= Malespín =

Central and South American Spanish slang

The Malespín is a kind of Spanish-language slang which originated in the 19th century in El Salvador and then spread to the rest of Central America. It is currently vestigial, and survives only in a small number of words.

Tradition says that this slang was invented as a sort of key for the Salvadoran military and political leader Francisco Malespín. General Malespin was elected president in 1844 and deposed in 1845, after he led the country to war against Nicaragua.

Róger Matus Lazo of the Nicaraguan Academy of Language, refers to Don Alfonso Valle in his Dictionary of the Nicaraguan Speech (2nd ed, 1972). He explains that the Malespín is a kind of slang spoken between the young, especially students, and by "ladies" of "good society".

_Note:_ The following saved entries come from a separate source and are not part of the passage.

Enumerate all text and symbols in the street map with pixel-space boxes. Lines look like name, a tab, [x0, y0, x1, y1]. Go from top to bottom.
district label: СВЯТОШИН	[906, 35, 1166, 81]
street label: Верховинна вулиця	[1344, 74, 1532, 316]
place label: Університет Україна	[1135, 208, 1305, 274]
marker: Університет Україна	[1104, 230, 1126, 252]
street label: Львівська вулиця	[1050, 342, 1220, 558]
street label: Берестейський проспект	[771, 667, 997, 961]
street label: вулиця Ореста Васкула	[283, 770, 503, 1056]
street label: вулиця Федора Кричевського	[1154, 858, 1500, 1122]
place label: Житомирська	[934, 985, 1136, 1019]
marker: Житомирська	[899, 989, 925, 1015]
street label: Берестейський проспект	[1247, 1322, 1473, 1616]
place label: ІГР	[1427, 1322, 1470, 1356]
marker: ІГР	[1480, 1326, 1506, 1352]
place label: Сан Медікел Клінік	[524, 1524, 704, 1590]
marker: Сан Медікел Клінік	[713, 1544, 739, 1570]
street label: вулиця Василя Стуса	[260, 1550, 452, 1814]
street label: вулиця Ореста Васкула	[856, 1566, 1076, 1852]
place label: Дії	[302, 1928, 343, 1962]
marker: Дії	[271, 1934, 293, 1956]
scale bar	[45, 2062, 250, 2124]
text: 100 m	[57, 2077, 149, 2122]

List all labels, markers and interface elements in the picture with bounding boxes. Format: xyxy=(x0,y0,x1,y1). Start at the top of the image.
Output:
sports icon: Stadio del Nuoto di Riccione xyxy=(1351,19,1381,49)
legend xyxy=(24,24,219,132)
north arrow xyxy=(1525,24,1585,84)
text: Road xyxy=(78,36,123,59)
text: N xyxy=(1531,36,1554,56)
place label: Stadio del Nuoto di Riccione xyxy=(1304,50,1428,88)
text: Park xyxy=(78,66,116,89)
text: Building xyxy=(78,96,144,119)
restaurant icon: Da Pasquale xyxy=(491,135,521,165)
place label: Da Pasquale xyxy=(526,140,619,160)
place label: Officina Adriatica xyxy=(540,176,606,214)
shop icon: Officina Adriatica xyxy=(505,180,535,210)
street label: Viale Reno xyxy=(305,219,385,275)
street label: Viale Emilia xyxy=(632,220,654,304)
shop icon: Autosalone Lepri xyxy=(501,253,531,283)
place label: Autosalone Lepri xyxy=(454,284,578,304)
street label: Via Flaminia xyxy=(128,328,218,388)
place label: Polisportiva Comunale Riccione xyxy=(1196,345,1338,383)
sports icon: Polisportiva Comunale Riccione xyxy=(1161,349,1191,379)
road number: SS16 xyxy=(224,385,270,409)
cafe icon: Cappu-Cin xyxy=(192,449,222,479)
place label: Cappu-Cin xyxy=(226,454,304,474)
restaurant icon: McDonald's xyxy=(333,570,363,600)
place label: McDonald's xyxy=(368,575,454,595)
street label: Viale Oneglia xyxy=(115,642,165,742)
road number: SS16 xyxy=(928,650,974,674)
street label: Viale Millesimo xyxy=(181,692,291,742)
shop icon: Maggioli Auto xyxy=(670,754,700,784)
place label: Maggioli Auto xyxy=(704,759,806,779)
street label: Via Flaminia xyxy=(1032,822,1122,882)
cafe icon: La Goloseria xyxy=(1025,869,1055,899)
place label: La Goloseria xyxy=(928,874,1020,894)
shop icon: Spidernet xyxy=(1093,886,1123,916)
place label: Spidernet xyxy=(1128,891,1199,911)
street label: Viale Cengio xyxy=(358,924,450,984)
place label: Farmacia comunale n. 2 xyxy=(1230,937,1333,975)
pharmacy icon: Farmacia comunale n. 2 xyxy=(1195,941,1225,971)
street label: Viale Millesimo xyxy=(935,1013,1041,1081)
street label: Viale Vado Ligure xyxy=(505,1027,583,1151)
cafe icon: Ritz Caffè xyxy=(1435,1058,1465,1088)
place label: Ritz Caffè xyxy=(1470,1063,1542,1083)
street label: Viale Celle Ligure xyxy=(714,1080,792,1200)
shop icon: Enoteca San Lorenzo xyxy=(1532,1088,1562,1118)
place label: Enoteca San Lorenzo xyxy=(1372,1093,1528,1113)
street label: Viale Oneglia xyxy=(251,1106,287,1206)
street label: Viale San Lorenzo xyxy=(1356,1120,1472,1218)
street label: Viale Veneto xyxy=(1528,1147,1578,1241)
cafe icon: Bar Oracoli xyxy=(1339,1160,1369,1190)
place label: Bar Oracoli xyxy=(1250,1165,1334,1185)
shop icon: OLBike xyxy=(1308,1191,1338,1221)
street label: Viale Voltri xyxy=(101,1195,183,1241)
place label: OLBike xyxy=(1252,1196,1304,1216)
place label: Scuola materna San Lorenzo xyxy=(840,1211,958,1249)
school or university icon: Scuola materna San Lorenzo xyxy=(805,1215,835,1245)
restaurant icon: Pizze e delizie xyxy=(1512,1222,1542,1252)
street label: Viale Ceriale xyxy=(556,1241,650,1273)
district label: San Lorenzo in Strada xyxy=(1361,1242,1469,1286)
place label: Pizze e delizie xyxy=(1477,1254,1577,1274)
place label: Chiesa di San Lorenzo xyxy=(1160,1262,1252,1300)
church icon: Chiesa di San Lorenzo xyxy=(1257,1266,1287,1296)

Broadly speaking, it changes some letters by others, as follows:
- a for e
- i for o
- b for t
- f for g
- p for m

and vice versa.

Valle adds: "There is a tradition that it was invented by the Salvadoran general Francisco Malespín, in the same year of 1845 as when he burned and looted León, metropolis of Nicaragua."

Julián Corrales Munguía, in his work The language of the underworld: the slang (1972), said that the key of malespín, so popular in past years, has been forgotten in general, but there are some people who remember it perfectly.

Róger Matus Lazo said that in gang language of Nicaragua are some words with slight variants of the original word. The following examples show the words as pronounced now, and in brackets as each should be written according to the key of "classic" malespín (a>e, i>o, b>t, m>p, f>g, y p>m):

- arpene or curpeni (arpeni): brother;
- nelfes, nelfin or nelfis (nelfes): buttocks;
- acoi (eco): here;
- cedania (cedane): string;
- cunabi, cuñedi or cuñefli (cuñedi): brother;
- menfli (mafe) paste or glue for smell;
- nicha (niche) night;
- detroi (datres): behind;
- esconi (asconi): corner;
- percedi or percebi (percedi): market;
- chinandofi (chonendafe): chinandega;
- Frenedi (Frenede): Granada;
- frendi (frenda): big, strong person;
- Penefi or Benefia (Penefue): Managua.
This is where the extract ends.